= Beginning of Section =

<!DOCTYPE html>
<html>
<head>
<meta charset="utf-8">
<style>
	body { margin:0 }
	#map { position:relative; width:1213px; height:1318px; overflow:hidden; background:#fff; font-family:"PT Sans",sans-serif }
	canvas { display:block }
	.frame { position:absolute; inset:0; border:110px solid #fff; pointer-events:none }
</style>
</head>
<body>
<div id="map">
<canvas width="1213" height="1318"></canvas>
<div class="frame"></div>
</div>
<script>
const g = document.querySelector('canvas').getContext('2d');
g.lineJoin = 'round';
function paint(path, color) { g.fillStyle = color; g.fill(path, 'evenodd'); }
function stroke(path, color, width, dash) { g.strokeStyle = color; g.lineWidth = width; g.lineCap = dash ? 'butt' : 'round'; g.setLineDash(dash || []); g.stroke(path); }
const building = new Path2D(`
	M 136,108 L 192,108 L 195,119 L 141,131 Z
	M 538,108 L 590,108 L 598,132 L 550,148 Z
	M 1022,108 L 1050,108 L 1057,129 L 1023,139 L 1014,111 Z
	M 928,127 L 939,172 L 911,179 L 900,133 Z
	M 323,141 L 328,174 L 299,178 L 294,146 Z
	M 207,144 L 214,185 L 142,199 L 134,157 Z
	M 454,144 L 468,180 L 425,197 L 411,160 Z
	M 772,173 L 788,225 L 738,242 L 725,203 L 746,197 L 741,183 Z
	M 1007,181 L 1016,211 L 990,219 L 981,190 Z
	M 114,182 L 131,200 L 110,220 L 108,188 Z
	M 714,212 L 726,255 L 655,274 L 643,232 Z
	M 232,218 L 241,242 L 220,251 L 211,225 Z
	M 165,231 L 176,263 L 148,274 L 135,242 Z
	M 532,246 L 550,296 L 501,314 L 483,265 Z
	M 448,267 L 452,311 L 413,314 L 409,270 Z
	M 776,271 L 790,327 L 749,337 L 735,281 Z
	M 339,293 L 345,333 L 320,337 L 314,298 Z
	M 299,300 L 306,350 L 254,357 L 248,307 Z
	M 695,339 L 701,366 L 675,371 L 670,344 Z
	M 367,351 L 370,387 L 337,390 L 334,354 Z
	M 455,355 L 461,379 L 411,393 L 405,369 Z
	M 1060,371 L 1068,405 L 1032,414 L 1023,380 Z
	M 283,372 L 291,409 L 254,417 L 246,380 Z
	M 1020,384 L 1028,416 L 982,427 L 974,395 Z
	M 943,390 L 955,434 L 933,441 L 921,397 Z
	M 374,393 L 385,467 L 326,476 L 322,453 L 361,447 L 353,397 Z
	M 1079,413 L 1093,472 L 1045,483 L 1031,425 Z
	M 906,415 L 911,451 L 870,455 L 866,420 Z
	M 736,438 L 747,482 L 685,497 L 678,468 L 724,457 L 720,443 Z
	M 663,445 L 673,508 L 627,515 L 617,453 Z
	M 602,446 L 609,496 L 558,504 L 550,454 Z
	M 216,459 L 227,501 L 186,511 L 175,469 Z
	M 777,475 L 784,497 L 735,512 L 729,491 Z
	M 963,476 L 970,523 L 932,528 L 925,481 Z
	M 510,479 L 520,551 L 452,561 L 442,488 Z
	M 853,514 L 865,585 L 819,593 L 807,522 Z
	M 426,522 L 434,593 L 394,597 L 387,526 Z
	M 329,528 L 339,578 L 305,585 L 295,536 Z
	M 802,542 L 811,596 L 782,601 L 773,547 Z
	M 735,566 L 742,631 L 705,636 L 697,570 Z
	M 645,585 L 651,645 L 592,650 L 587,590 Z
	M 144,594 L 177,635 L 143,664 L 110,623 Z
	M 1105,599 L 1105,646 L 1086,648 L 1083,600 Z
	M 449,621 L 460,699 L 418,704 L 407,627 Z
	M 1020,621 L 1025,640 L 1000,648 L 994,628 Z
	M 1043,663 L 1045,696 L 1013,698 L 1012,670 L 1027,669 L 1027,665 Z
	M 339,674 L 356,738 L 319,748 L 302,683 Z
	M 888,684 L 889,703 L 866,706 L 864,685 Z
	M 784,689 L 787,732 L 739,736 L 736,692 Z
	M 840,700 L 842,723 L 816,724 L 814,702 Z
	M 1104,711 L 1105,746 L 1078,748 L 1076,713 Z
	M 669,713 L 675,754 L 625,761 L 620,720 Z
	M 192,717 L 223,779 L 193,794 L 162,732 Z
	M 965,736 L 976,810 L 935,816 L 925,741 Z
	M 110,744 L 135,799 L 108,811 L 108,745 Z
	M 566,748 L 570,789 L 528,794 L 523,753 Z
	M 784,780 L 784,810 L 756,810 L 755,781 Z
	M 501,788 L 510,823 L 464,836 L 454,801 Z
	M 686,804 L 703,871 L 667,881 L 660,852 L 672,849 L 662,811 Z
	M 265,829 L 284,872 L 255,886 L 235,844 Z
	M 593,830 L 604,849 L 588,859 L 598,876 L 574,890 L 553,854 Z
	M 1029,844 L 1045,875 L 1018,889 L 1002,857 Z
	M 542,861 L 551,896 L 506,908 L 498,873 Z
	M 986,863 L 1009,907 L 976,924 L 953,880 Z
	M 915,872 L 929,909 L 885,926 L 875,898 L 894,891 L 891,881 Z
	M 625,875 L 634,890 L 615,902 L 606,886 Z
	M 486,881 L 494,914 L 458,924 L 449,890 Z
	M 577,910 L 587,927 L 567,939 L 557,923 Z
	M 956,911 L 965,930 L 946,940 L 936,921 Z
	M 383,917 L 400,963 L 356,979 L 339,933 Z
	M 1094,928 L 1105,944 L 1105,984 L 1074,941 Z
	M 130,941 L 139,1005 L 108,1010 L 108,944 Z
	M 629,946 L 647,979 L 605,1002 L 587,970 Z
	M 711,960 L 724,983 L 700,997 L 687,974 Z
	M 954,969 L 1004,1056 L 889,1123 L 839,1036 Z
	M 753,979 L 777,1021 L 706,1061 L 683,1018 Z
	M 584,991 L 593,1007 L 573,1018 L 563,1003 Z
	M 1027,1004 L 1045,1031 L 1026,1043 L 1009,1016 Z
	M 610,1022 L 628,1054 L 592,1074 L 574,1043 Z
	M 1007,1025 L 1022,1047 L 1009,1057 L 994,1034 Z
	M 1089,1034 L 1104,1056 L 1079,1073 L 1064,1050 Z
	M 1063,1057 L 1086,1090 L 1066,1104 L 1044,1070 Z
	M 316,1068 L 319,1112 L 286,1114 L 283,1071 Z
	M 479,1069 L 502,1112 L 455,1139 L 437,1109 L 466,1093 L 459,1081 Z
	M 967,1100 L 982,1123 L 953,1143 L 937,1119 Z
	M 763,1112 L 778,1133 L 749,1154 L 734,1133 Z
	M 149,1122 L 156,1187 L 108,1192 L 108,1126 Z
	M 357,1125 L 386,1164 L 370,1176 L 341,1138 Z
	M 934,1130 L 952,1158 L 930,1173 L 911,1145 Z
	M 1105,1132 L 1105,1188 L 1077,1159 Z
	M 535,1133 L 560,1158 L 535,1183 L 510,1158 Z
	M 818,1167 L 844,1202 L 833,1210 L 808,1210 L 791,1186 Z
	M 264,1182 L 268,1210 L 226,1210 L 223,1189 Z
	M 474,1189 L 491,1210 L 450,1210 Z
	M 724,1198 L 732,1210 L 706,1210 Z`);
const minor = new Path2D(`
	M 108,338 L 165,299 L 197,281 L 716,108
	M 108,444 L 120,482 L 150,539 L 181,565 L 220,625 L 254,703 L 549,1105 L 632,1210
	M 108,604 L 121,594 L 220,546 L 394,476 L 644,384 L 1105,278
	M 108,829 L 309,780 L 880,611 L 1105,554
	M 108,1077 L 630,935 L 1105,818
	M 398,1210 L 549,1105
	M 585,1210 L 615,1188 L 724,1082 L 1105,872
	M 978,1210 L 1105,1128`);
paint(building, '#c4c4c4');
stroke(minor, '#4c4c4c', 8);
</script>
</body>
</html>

= End of Section =

Aim of the exercise
Given the data above, which lines hold the string "canvas"? Return them.

Expected answer
	canvas { display:block }
<canvas width="1213" height="1318"></canvas>
const g = document.querySelector('canvas').getContext('2d');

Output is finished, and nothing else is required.